Medicare certified means a healthcare facility or provider has met federal health and safety standards and is approved to treat patients covered by Medicare. If a facility isn’t Medicare certified, Medicare generally won’t pay for services you receive there. This distinction matters every time you choose a hospital, nursing home, home health agency, or other healthcare provider.
How Certification Works
Certification is a formal review process run jointly by state and federal agencies. Each state has a survey agency that inspects healthcare facilities and evaluates whether they comply with standards set by the federal government. After the inspection, the state agency sends its findings and a recommendation to a regional office of the Centers for Medicare & Medicaid Services (CMS), which makes the final decision on whether to approve the facility.
The standards facilities must meet are called Conditions of Participation or Conditions for Coverage. These cover everything from patient rights and infection control to staffing levels and emergency procedures. They exist to protect patients, and they apply to a wide range of facility types: hospitals, skilled nursing facilities, home health agencies, hospices, dialysis centers, ambulatory surgical centers, psychiatric hospitals, critical access hospitals, rural health clinics, and more. A facility that passes inspection is granted Medicare certification and can begin billing Medicare for covered services.
What the Application Process Looks Like
A facility seeking Medicare certification submits an enrollment application (known as the CMS-855 form) that goes through multiple review stages. First, a Medicare Administrative Contractor screens the application, verifying the facility’s information and eligibility. This initial step takes roughly 30 days for online submissions or about 65 days for paper applications.
Next, the state survey agency reviews the application and typically conducts an on-site certification survey, a process that takes approximately 45 days once the agency has a complete packet. Depending on the results, an additional site visit may be required by the Medicare contractor, which can add another 45 days. All told, the process from application to approval can take several months.
Ongoing Inspections and Compliance
Certification isn’t a one-time event. State survey agencies conduct regular inspections to ensure facilities continue meeting federal standards. Nursing homes, for example, are inspected at least once a year.
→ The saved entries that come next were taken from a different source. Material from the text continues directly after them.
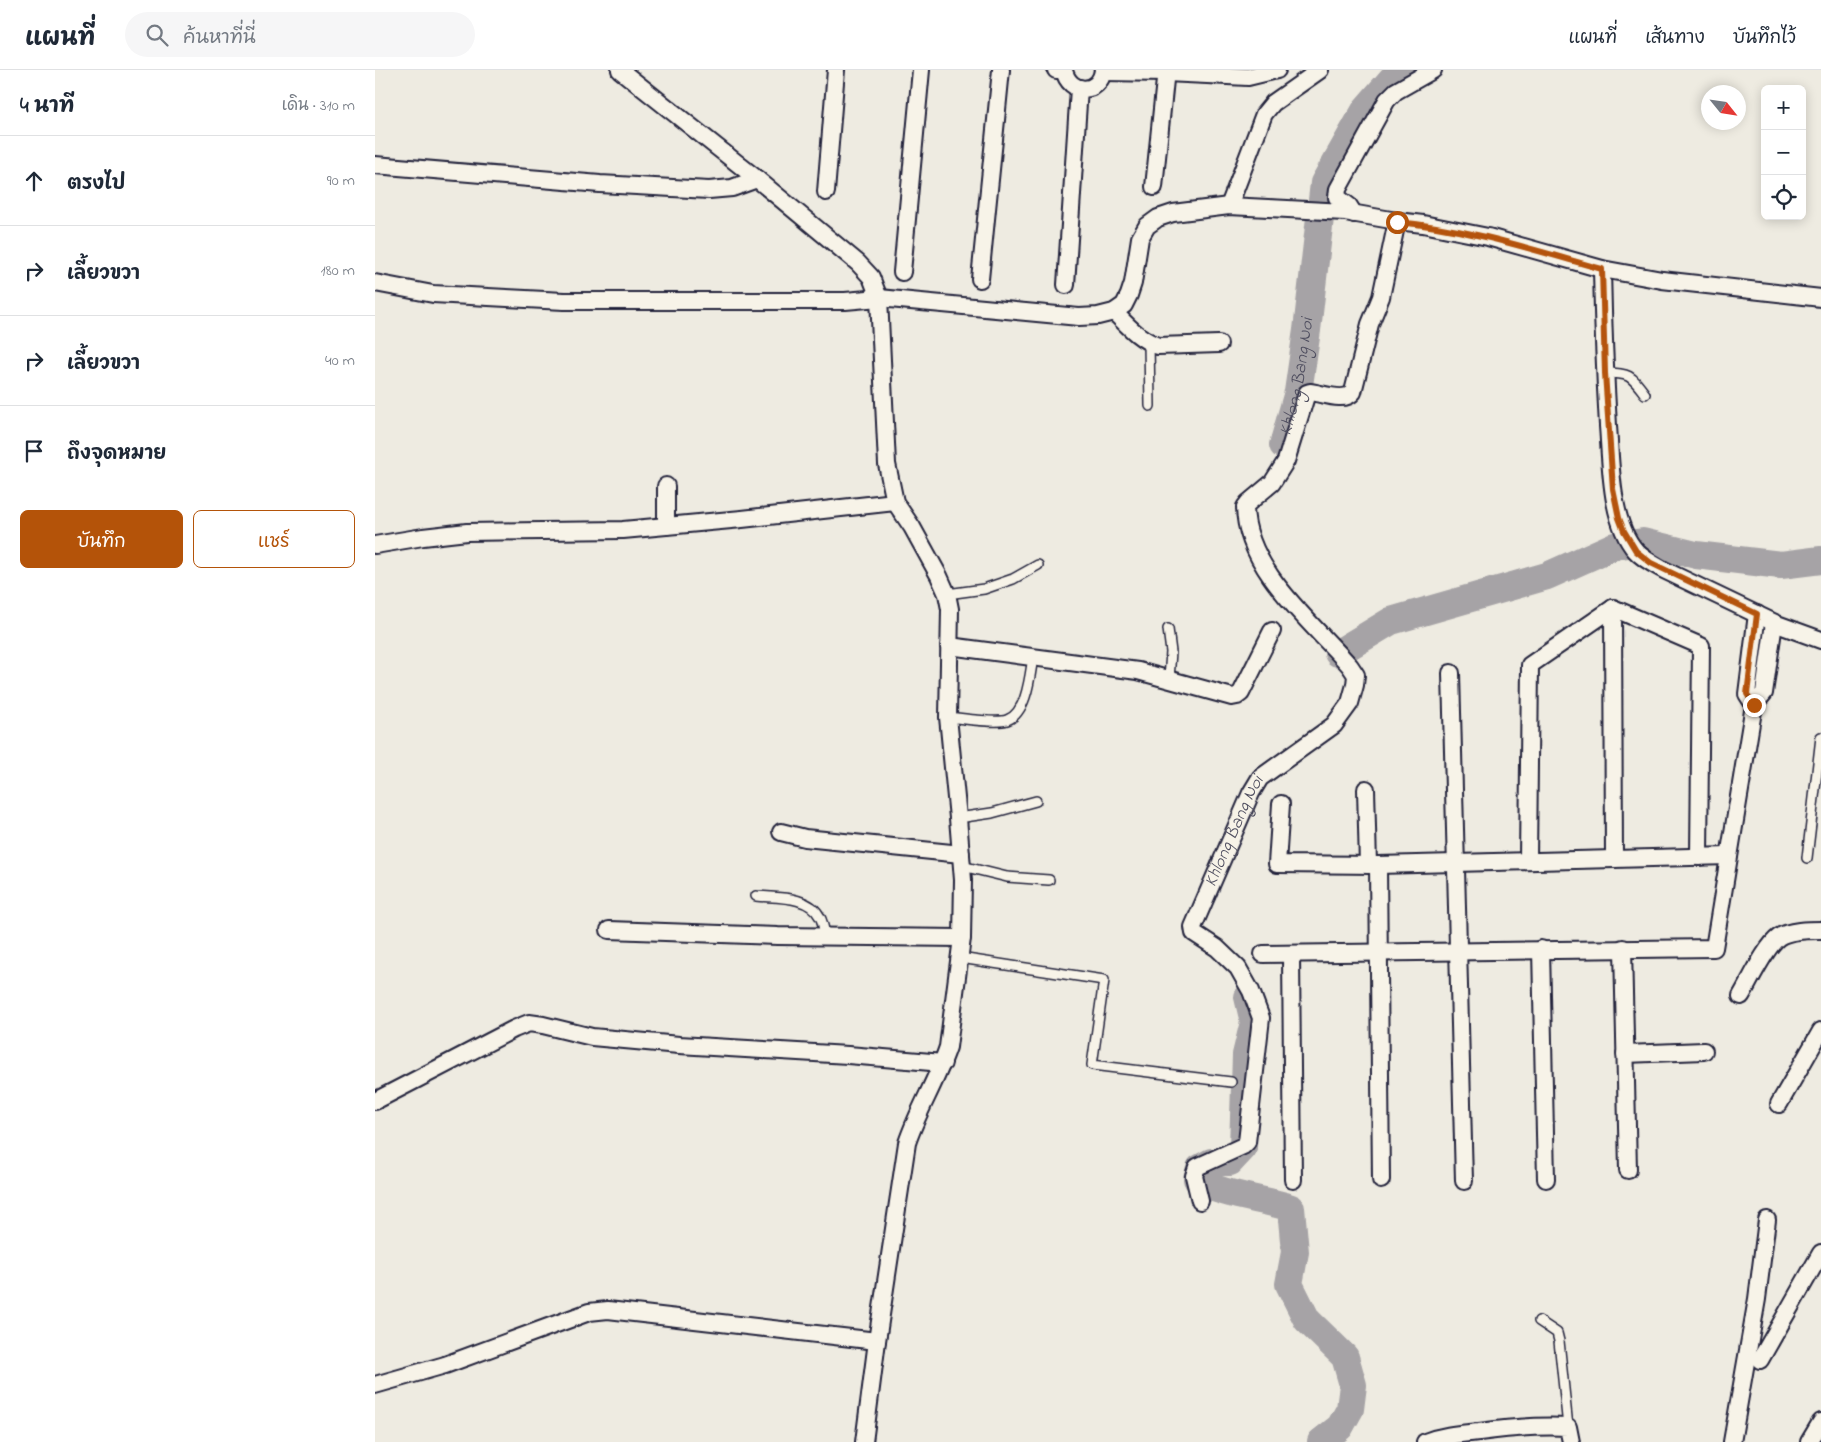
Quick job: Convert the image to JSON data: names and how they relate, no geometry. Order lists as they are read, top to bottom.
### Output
{
  "water": ["Khlong Bang Noi"],
  "north": "bottom right",
  "page": {
    "header": "แผนที่",
    "search": "ค้นหาที่นี่",
    "nav": ["แผนที่", "เส้นทาง", "บันทึกไว้"],
    "heading": ["4 นาที", "เดิน · 310 m"],
    "map_buttons": ["+", "−"],
    "list": [
      ["ตรงไป", "90 m"],
      ["เลี้ยวขวา", "180 m"],
      ["เลี้ยวขวา", "40 m"],
      "ถึงจุดหมาย"
    ],
    "buttons": ["บันทึก", "แชร์"]
  }
}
Facilities with poor performance, complaints, or reported incidents may be inspected more frequently.
If a facility falls out of compliance with its Conditions of Participation, CMS has the authority to terminate its Medicare certification. The two main grounds for termination are noncompliance with federal health and safety standards, and violations of provider agreements such as program abuse or quality-related sanctions. Losing certification means the facility can no longer bill Medicare, which for most healthcare providers would be financially devastating and is a strong incentive to maintain standards.
Deemed Status: An Alternative Path
Not every facility goes through a state survey to earn certification. Some facilities get certified by earning accreditation from a private organization that CMS has approved. This is called “deemed status,” meaning the facility is deemed to meet Medicare’s requirements based on the accrediting body’s own inspection. CMS has approved several accrediting organizations for this purpose, including The Joint Commission, DNV Healthcare, the Accreditation Commission for Health Care, and the Community Health Accreditation Partner, among others.
A facility with deemed status is held to standards that meet or exceed Medicare’s federal requirements. From your perspective as a patient, there’s no practical difference between a facility certified through a state survey and one certified through deemed status. Both are Medicare certified and both can bill Medicare for your care.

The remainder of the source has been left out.